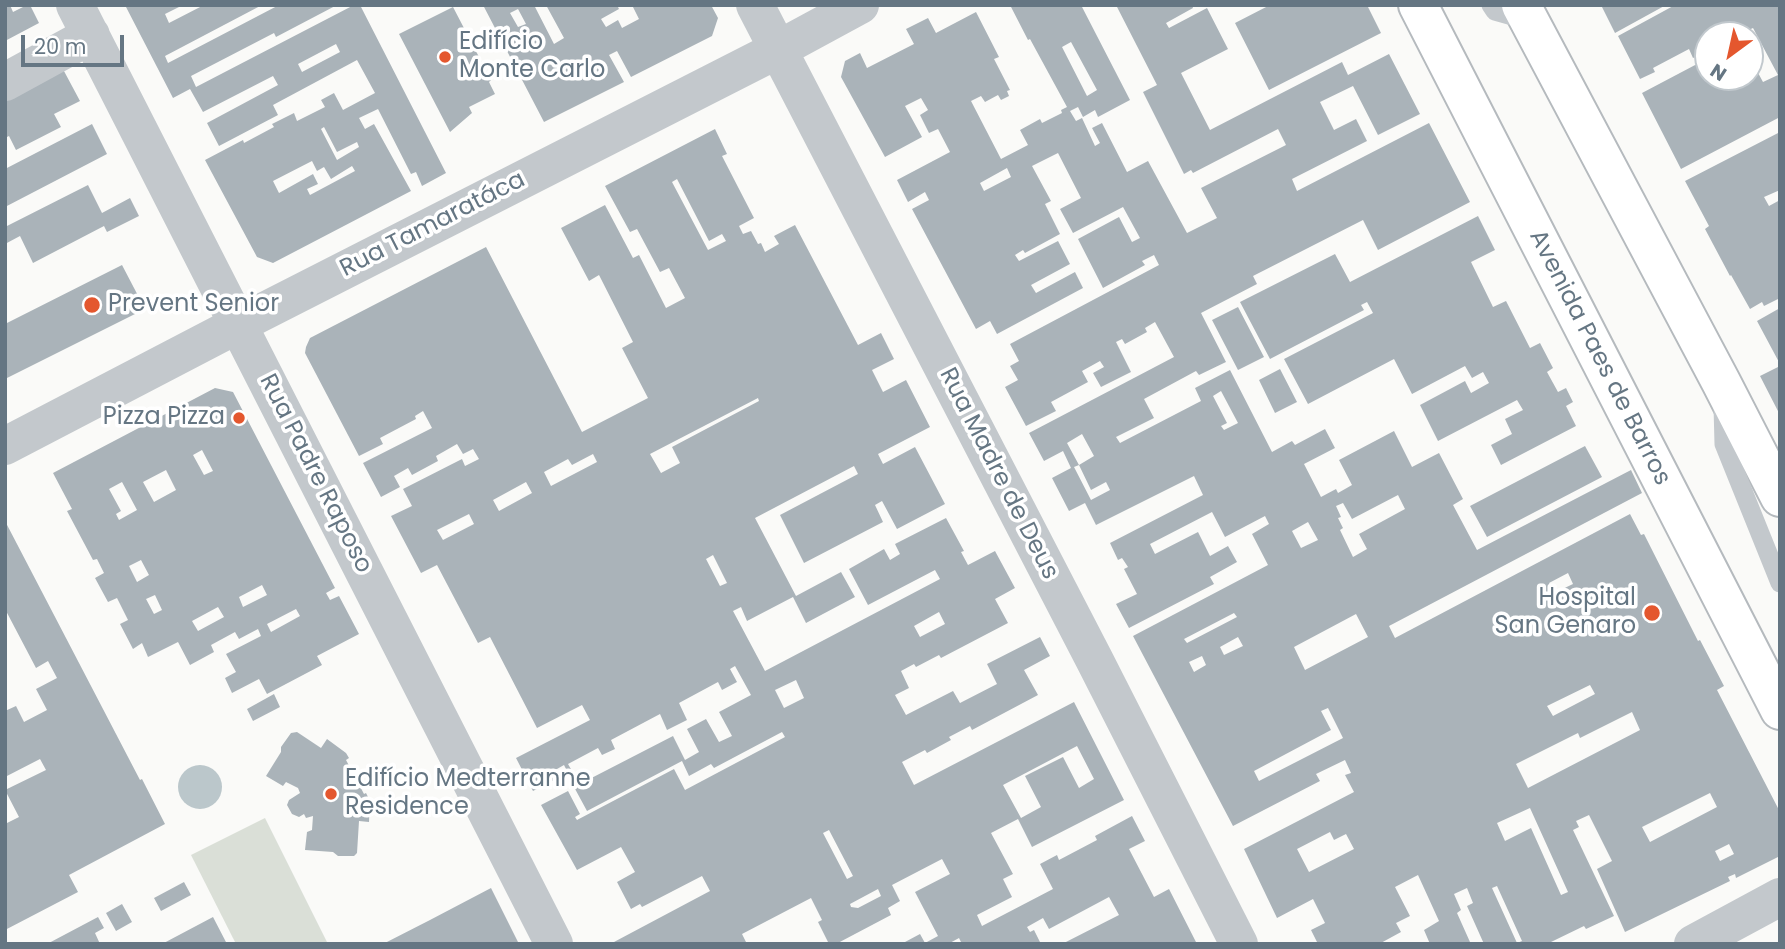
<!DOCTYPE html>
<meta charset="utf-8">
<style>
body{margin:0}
#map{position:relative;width:1785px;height:949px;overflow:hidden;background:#fafaf8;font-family:Poppins,sans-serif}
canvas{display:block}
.frame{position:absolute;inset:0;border:7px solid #657683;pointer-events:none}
.north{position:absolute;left:1694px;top:21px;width:70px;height:70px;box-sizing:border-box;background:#fff;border:2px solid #c1c8cd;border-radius:50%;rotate:213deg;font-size:19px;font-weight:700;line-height:28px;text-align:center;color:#657683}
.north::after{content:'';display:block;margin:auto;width:24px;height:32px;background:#e4572e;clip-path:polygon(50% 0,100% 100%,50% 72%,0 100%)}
.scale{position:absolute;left:21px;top:35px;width:103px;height:32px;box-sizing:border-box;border:4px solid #657683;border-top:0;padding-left:9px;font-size:21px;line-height:24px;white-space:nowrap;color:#657683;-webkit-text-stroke:5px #fff;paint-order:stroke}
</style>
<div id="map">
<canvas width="1785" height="949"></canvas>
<div class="frame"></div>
<div class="north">N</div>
<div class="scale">20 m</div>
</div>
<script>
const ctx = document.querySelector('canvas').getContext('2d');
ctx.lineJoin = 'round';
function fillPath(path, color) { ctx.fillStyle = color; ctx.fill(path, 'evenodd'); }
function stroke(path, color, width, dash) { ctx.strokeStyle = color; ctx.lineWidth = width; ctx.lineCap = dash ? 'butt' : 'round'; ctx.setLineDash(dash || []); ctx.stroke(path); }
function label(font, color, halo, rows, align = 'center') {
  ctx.font = font + ' Poppins,sans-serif'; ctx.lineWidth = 7; ctx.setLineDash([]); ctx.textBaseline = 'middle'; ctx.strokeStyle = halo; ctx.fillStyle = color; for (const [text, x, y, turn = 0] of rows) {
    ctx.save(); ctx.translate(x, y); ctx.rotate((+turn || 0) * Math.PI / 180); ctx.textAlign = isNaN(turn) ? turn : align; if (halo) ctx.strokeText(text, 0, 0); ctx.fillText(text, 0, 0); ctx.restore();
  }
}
fillPath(new Path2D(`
 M265,818L328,944H236L191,855Z`), '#dadfd7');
fillPath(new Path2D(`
 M178 787a22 22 0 1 1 44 0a22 22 0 1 1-44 0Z`), '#bbc7cb');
fillPath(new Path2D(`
 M5,5H10L13,12L27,5H30L39,23L5,41Z
 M130,5H183L165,14L169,23L204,5H262L165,56L168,63L279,5H337L276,37L274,33L191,76L196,87L354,5H360L446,173L422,186L416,172L411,174L378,109L359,118L365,129L374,124L411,191L273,263L257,257L205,160L243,140L244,143L274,127L272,124L294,113L297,121L325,107L321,100L334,93L343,110L375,93L357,60L273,105L278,115L219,146L207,123L278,85L273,76L203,112L190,89L173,98L126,7ZM336,44L340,52L302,72L298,64ZM324,127L337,152L357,142L359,147L337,160L321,129ZM312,161L317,171L324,167L331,179L352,166L355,171L310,195L307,189L318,184L313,174L279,193L273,181Z
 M483,5H534L554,44L564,38L546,5H617L619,9L601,19L606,27L618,20L622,28L639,19L632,5H711L718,18L712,36L631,77L617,51L609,55L624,82L544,122ZM518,9L526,24L518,27L510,13Z
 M1010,5H1081L1130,100L1098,117L1095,110L1083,117L1078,107L1070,111L1076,121L1082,118L1095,146L1100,143L1092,128L1102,123L1127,172L1148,161L1187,233L1217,218L1201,188L1286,145L1278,129L1193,173L1191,170L1184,174L1143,92L1157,85L1116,5H1192L1193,8L1166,23L1169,28L1207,8L1228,49L1181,73L1210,130L1342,62L1348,75L1389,54L1420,114L1378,135L1353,86L1320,102L1334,130L1356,119L1367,141L1292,179L1297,191L1429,123L1470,202L1378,250L1363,220L1253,276L1257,284L1201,313L1226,362L1199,375L1196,371L1144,399L1154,418L1116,437L1120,443L1201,401L1195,388L1230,370L1272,452L1292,441L1295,445L1325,429L1335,448L1304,464L1321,497L1336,489L1338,493L1352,485L1339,460L1394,431L1412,467L1439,453L1463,499L1453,505L1477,550L1631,470L1642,493L1389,626L1395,638L1630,514L1641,535L1644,534L1698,641L1700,640L1724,686L1717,690L1780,812V856L1736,878L1735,874L1728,877L1730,881L1625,932L1597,869L1612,861L1589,815L1576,821L1579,827L1573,830L1614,916L1586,929L1584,926L1551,942L1552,944H1484L1467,906L1473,903L1467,888L1454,894L1461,910L1457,913L1470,942L1465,944H1430L1424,930L1439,921L1418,875L1395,887L1410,916L1396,923L1401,932L1379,944H1318L1311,930L1325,923L1313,899L1277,918L1244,849L1354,792L1345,775L1351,773L1345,760L1316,774L1320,781L1233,826L1133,636L1268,565L1252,534L1269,524L1265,516L1225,537L1212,512L1150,544L1155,554L1198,532L1210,556L1228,546L1237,562L1210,577L1214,584L1129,628L1116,604L1137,594L1124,569L1128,567L1122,558L1118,560L1110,543L1203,495L1194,476L1096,525L1085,503L1069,511L1052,478L1071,468L1063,451L1044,461L1029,433L1174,357L1155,322L1145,328L1147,332L1125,344L1122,339L1116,342L1131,372L1101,387L1093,373L1104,367L1100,361L1082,371L1088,382L1051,402L1056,411L1026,426L1005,387L1018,380L1010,366L1019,361L1010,344L1159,265L1154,255L1142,261L1145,265L1103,288L1078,239L1119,217L1132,242L1140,238L1123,207L1073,233L1060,209L1081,198L1058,153L1032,166L1051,201L1045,204L1060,234L1025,253L1023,250L1015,255L1019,261L1058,241L1070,264L1031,285L1036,293L1075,272L1083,288L997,334L990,321L976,329L912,209L929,200L925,192L908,202L897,180L950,152L938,129L929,133L920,115L928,110L921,98L905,106L922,137L885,157L841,77L845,61L860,53L867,68L914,44L906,29L928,18L936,33L976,12L999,57L994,59L1010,90L1007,91L1009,96L1001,100L998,95L985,102L981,96L971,101L1001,159L1028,145L1020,130L1040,119L1042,123L1062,113L1061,110L1067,107L1030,39L1028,40ZM1071,42L1097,90L1087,96L1062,47ZM1007,168L1011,177L984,191L980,183ZM1221,391L1238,423L1224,430L1221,426L1227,423L1213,396ZM1082,434L1094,456L1079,465L1091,490L1106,482L1110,490L1091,500L1074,467L1079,465L1067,443ZM1398,495L1405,509L1359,534L1367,549L1353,557L1340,530L1343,528L1338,518L1341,517L1336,506L1343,503L1352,519ZM1308,522L1318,540L1301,548L1292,531ZM1568,573L1573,584L1554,593L1549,583ZM1234,613L1237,617L1187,643L1184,639ZM1356,614L1368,637L1305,670L1294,647ZM1238,637L1243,646L1224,655L1220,647ZM1202,656L1206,665L1194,672L1189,662ZM1590,685L1595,694L1553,716L1547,706ZM1328,708L1343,738L1259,781L1254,771L1331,730L1321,711ZM1632,712L1640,730L1528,788L1516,764L1578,733L1580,738ZM1710,793L1717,807L1650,842L1642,827ZM1530,808L1568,892L1561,895L1531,828L1505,841L1497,823ZM1330,832L1334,840L1346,834L1354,849L1309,872L1297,849ZM1729,844L1734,854L1720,861L1715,851ZM1497,886L1522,941L1517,943L1492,888Z
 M1270,5H1367L1381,33L1269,90L1235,23Z
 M1601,5H1666L1615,33Z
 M1675,5H1780V117L1681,169L1642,93L1697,64L1702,75L1708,72V77H1750V58L1763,82L1778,75L1753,28L1738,35H1708V51L1693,58L1689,49L1653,68L1655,72L1640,79L1618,36Z
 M453,7L491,80L489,82L495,94L469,107L472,113L450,132L399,34Z
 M57,58L80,101L54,114L61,127L16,150L9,136L5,138V85Z
 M92,124L107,154L5,207V169Z
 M715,129L727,154L722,156L754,218L739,226L743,234L751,231L758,244L761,243L765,252L779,244L774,236L795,225L858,345L881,333L894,359L872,370L883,392L906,380L930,427L878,454L883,464L915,447L945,504L897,529L882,501L875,505L883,522L804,563L780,515L858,474L854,466L755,518L796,596L841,572L855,597L806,623L793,597L747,621L741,607L733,611L765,671L940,579L935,570L868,605L849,569L884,549L890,560L900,554L895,544L946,518L964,551L961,552L968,565L995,551L1015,588L995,599L1008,623L941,658L939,655L916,667L914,664L901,671L909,688L895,695L906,715L953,691L960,703L997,684L987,664L1040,637L1050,656L1024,670L1038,695L972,730L970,726L949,737L951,740L927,753L925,750L902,762L914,785L1074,702L1124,800L1032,847L1018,819L991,833L1013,874L1003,879L1012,897L977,915L982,926L1053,889L1040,864L1057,855L1059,860L1097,840L1095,836L1132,816L1145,841L1129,849L1154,897L1169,889L1197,944H1062L1119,915L1109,897L1049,929L1043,918L1027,927L1030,932L1034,930L1041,944H962L959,938L948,944H906L905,942L920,934L925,943L938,936L915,892L950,874L942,859L892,885L900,901L888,908L891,915L836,944H829L818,922L822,920L811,898L742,934L747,944H615L614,942L710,891L702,876L642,907L640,904L631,909L617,882L635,872L621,847L577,870L541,805L568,791L580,814L575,817L577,820L674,769L685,790L785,737L782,732L714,768L711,764L689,776L682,761L587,811L574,787L673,736L685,760L699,752L687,729L706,719L719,742L732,736L719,712L751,695L735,666L730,669L737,682L722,690L718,682L679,703L687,720L667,730L660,714L611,740L615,749L602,755L598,748L568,764L572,771L568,773L564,765L550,773L554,780L533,791L516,758L590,720L582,705L537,728L490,637L478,643L437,565L421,573L391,516L412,506L403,489L462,459L465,466L479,459L473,449L463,454L457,444L436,456L438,461L412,475L408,468L394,476L400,487L381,497L363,463L432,428L423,411L415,416L416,419L380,438L383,444L359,456L305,353L306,347L310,338L486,247L582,432L648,398L622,348L633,342L599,275L589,281L561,228L605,205L633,258L639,255L666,308L685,298L669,268L660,272L637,229L630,232L605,186ZM677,179L709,241L722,234L726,241L708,250L672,182ZM758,398L759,401L672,447L680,463L661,473L650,454ZM593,454L597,462L551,486L544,472L568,459L572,465ZM526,482L532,493L499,511L493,500ZM469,514L474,524L443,540L437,530ZM713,555L727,583L720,586L706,559ZM939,612L945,624L920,637L914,626ZM796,680L804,698L784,708L775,690ZM1077,746L1094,779L1079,788L1063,757L1025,776L1041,807L1021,818L1003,785ZM829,830L853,876L847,879L823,833ZM878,889L881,896L858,908L851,907L850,904Z
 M1780,132V190L1764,197L1769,206L1780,200V298L1764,306L1762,302L1750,309L1731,275L1730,276L1705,229L1709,226L1685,181Z
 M88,185L102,213L130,198L139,216L107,232L104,226L33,263L20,236L5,244V227Z
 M1478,216L1495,250L1471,262L1493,307L1506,301L1530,348L1540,343L1553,368L1547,372L1558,392L1566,388L1573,402L1566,406L1576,426L1501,465L1491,445L1512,434L1505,419L1523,410L1517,400L1438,441L1420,405L1465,381L1471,393L1489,383L1483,372L1472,378L1465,366L1412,394L1394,359L1308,404L1284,359L1373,313L1367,302L1361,305L1364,310L1270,359L1240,302L1335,254L1350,282Z
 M122,265L145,309L5,379V324Z
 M1238,307L1264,357L1238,370L1212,320Z
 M1780,308V364L1757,321Z
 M1780,366V415L1760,376Z
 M1280,369L1297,402L1275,413L1259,380Z
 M215,388L233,392L335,588L326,593L330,600L339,596L359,634L317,656L322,665L267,694L259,679L232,693L225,678L236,672L226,654L261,636L258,629L239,639L235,632L211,645L214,652L190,665L178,642L148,657L142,643L133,649L120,624L128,620L117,598L108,602L95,578L104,573L97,559L93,560L67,511L72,509L53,473ZM202,450L213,471L204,475L193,455ZM166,470L176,490L154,502L143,482ZM122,482L137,510L119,520L116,514L121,511L109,489ZM141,560L149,575L137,582L129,566ZM262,585L267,595L243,607L239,597ZM155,595L162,610L154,614L146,599ZM218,607L224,617L198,631L192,621ZM296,609L300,616L271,632L267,624Z
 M1585,446L1602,477L1487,537L1470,506Z
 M5,521L140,780L142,779L165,824L69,875L78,892L5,930V824L19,817L5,790L46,770L40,759L5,777V711L16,706L24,722L47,710L36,689L57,678L48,661L36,668L5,609Z
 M274,694L280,707L253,721L247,709Z
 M297,732L321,748L327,739L346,753L349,758L346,760L364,794L366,793L370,801L369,822L359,821L357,853L354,856H338L333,852L305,850L307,832L312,830L313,816L306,818L304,814L299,817L292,814L287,805L289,800L300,793L298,788L286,782L283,786L266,776L281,752V747L291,733Z
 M184,882L191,895L161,911L154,898Z
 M491,888L519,944H383L430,920Z
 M122,904L132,922L116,931L106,913Z
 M98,917L104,928L95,933L100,944H47Z
 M213,917L227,944H162Z`), '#aab3b9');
const primary = new Path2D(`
 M1418,5L1780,710
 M1521,5L1721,382L1780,497`);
stroke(primary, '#b5babe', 42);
stroke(new Path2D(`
 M1491,5L1495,11L1527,20
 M1723,406L1724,444L1780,583`), '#c3c8cc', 19);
stroke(new Path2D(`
 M75,5L554,944
 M755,5L1094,659L1239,944
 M5,82L91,35
 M5,446L239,324L777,50L860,5
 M1693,944L1780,897`), '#c3c8cc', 38);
stroke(primary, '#fff', 38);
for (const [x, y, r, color] of [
 [445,57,7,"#e4572e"],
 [92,305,9,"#e4572e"],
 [239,418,7,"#e4572e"],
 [1652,613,9,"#e4572e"],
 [331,794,7,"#e4572e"]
]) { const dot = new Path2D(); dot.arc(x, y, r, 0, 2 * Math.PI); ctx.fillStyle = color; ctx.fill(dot); stroke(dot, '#fff', 2.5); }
label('24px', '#657683', '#fff', [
 ["Edifício",459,43],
 ["Monte Carlo",459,71],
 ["Prevent Senior",108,305],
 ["Pizza Pizza",225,418,"right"],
 ["Hospital",1636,599,"right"],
 ["San Genaro",1636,627,"right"],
 ["Edifício Medterranne",345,780],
 ["Residence",345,808]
], 'left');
label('24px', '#657683', '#fff', [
 ["Rua Tamaratáca",433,225,-27],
 ["Avenida Paes de Barros",1599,358,63],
 ["Rua Padre Raposo",315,474,63],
 ["Rua Madre de Deus",998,474,63]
]);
</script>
◆ ◆ ◆ ◆
Work out how many lines in the records above contain the word "strokeStyle", and reply with that number alone.

• **Result**
2